PROBLEM STATEMENT:
Exactly the lines from the beginning of the records to the line with "1px #676e83) drop-shadow(0", both ends included, are to be given again, and pictures are to be left out.

(Stored data entries)
_ _ _ _ _
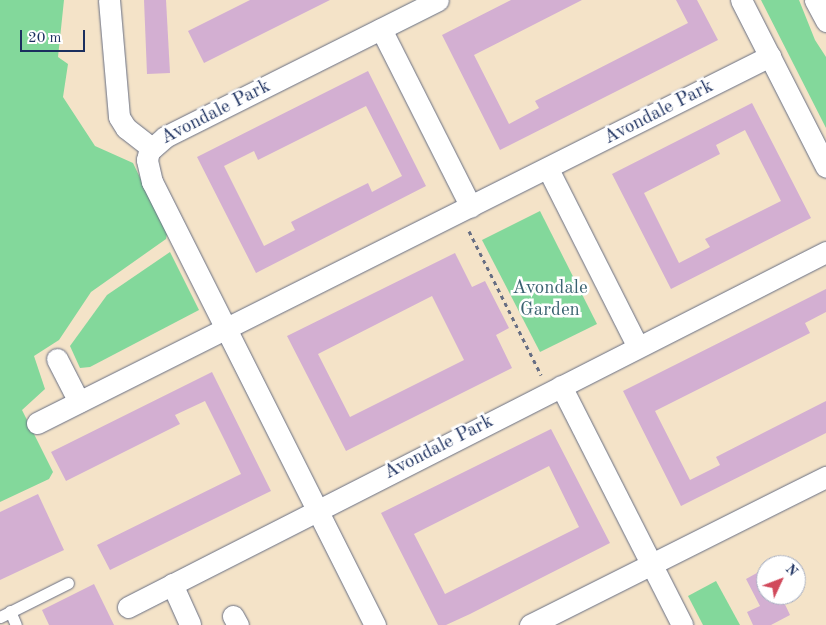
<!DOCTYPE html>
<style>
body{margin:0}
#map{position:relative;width:826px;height:625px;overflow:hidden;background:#f4e3c8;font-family:"Old Standard TT",serif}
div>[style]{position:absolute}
.green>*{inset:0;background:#83d89b}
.building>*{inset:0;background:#d3afd2}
.path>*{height:3px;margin-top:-1.5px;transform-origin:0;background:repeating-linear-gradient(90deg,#676e83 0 4px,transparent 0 8px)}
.roads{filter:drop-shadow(0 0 1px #676e83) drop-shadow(0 0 1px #676e83)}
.service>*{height:11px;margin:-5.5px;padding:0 5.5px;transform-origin:5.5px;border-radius:5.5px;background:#fff}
.minor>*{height:21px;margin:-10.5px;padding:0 10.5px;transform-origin:10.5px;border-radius:10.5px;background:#fff}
span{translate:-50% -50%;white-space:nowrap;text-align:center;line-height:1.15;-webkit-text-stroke:5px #fff;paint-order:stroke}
.street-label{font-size:19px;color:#1b2f5e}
.park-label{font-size:19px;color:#3a6270}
.north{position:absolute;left:756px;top:555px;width:50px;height:50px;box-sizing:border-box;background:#fff;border:1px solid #a4acbf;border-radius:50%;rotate:47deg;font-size:14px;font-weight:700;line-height:20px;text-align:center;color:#1b2f5e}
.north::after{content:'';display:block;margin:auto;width:18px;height:22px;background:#d1495b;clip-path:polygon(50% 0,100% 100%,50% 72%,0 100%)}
.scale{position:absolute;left:20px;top:30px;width:65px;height:22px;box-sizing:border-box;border:2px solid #1b2f5e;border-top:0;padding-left:6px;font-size:15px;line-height:18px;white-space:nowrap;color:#1b2f5e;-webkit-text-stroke:4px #fff;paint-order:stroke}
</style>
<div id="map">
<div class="green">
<div style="clip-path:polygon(0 0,64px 0,58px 57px,68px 64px,63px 97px,95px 146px,133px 163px,167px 234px,166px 239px,91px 292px,59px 340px,34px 356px,45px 389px,22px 410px,53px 472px,49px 479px,0 502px)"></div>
<div style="clip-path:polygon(761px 0,799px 0,815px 40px,826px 57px,826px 128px)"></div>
<div style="clip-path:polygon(540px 211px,597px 324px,540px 352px,482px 240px)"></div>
<div style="clip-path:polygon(170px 252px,199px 310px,90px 367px,80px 368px,70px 346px,107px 295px)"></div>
<div style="clip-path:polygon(716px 581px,740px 625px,703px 625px,688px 596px)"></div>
</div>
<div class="building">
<div style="clip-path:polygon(144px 0,166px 0,170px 73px,147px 74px)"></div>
<div style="clip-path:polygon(250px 0,330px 0,204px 63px,188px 31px)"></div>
<div style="clip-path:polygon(511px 0,582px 0,474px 55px,509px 124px,539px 108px,535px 101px,688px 23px,676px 0,697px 0,718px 40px,500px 150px,442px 35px)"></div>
<div style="clip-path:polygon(evenodd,368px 71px,426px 186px,256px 273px,197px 157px,368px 71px,366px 106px,402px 176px,372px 192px,368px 183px,340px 197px,291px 222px,295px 230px,264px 246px,224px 166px,254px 151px,258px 160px,366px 106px)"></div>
<div style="clip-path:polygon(evenodd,752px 103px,811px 218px,671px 289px,612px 174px,752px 103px,745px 130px,781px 201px,705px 239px,710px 247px,679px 263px,644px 193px,720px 154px,716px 145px,745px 130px)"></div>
<div style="clip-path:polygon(evenodd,455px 253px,472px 287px,485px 281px,509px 328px,496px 335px,512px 368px,346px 451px,287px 336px,455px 253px,432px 296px,464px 360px,350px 417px,318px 354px,432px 296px)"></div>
<div style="clip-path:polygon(826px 289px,826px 312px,805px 323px,810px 333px,655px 411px,690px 480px,720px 465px,716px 457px,826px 401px,826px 433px,681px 506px,623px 391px)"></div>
<div style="clip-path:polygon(212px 372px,271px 491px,110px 570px,97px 545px,241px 474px,225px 441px,205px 401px,175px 415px,180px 424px,66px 481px,51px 452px)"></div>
<div style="clip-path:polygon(evenodd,551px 429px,610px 543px,470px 614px,446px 625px,438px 625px,381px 513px,551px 429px,549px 466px,579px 527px,445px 594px,414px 534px,549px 466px)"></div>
<div style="clip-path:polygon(38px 494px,64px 550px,0 580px,0 512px)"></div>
<div style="clip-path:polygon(766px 568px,766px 595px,789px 595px,782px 598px,790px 615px,771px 625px,753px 625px,747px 612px,760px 606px,746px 579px)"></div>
<div style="clip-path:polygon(94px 584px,114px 625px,49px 625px,42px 610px)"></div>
</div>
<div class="path">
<div style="left:469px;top:231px;width:161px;rotate:63.4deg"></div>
</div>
<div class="roads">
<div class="service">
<div style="left:10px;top:611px;width:15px;rotate:67deg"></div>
<div style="left:0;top:617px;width:76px;rotate:-26.6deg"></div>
</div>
<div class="minor">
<div style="left:109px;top:0;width:117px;rotate:85.1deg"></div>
<div style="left:119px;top:117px;width:13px;rotate:58deg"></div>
<div style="left:126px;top:128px;width:33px;rotate:38deg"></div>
<div style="left:741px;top:0;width:187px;rotate:63deg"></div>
<div style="left:815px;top:0;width:24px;rotate:62deg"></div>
<div style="left:381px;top:29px;width:199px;rotate:63.2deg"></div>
<div style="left:548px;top:169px;width:199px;rotate:63.2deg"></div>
<div style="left:57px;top:359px;width:48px;rotate:62.9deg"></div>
<div style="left:561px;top:386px;width:268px;rotate:63.1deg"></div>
<div style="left:37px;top:423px;width:820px;rotate:-26.6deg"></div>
<div style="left:172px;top:584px;width:44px;rotate:65.8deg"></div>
<div style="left:128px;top:607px;width:783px;rotate:-26.96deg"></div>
<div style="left:233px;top:616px;width:10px;rotate:61deg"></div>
<div style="left:375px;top:625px;width:496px;rotate:-116.7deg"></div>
<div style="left:152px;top:182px;width:23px;rotate:-103deg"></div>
<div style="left:147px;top:160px;width:9px;rotate:-77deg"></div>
<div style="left:149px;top:151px;width:21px;rotate:-41deg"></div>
<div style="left:165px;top:137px;width:305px;rotate:-26.6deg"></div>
<div style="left:530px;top:625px;width:331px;rotate:-26.6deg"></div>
</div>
</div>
<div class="street-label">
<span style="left:216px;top:113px;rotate:-27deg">Avondale Park</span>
<span style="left:659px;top:113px;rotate:-27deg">Avondale Park</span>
<span style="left:439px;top:448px;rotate:-27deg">Avondale Park</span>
</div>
<div class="park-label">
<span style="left:550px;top:300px">Avondale<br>Garden</span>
</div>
<div class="north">N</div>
<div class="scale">20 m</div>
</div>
_ _ _ _ _
EXERCISE SOLUTION:
<!DOCTYPE html>
<style>
body{margin:0}
#map{position:relative;width:826px;height:625px;overflow:hidden;background:#f4e3c8;font-family:"Old Standard TT",serif}
div>[style]{position:absolute}
.green>*{inset:0;background:#83d89b}
.building>*{inset:0;background:#d3afd2}
.path>*{height:3px;margin-top:-1.5px;transform-origin:0;background:repeating-linear-gradient(90deg,#676e83 0 4px,transparent 0 8px)}
.roads{filter:drop-shadow(0 0 1px #676e83) drop-shadow(0 0 1px #676e83)}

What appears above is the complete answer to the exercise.